DATA FOR ANALYSIS Start Marker
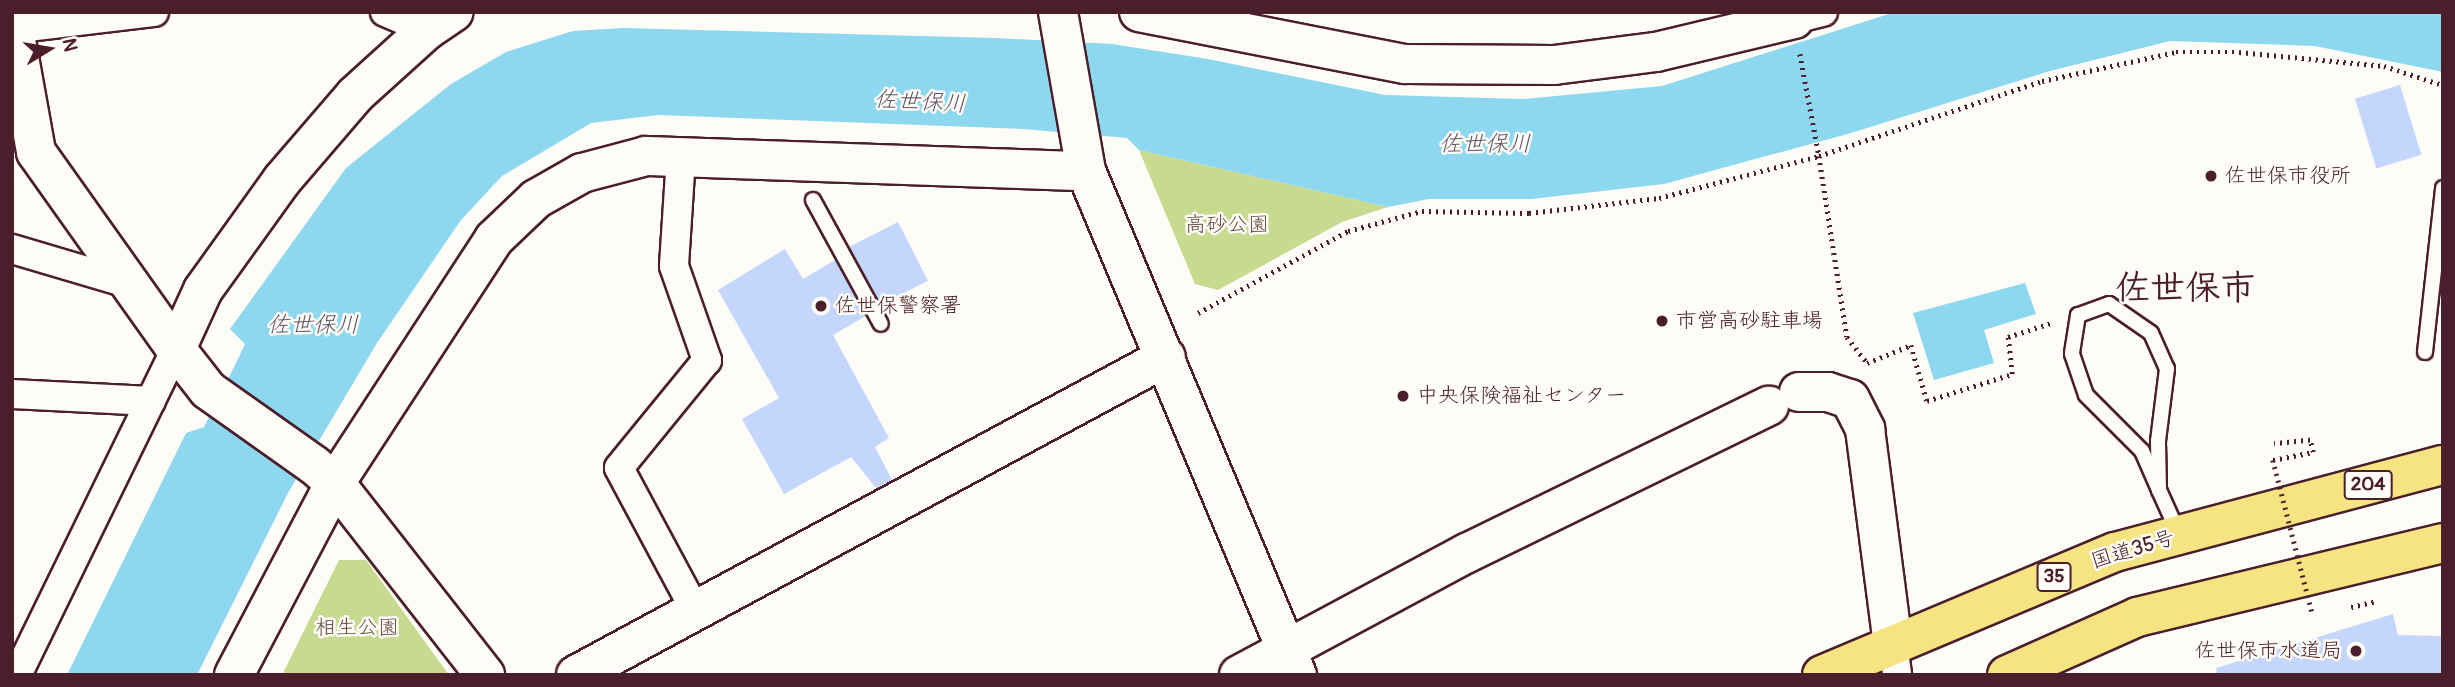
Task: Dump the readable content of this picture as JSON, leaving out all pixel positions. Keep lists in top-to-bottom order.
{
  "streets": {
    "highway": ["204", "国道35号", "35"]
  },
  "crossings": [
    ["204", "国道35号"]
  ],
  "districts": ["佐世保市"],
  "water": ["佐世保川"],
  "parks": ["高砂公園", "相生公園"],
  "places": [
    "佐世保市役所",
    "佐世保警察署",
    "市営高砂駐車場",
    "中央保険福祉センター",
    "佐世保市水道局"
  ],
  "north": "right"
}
DATA FOR ANALYSIS End Marker
**EXERCISE DIRECTIONS**: Copy each record exactly. Leave any images out of the copy.

**REPLY TO THE TASK**:
Task: Dump the readable content of this picture as JSON, leaving out all pixel positions. Keep lists in top-to-bottom order.
{
  "streets": {
    "highway": ["204", "国道35号", "35"]
  },
  "crossings": [
    ["204", "国道35号"]
  ],
  "districts": ["佐世保市"],
  "water": ["佐世保川"],
  "parks": ["高砂公園", "相生公園"],
  "places": [
    "佐世保市役所",
    "佐世保警察署",
    "市営高砂駐車場",
    "中央保険福祉センター",
    "佐世保市水道局"
  ],
  "north": "right"
}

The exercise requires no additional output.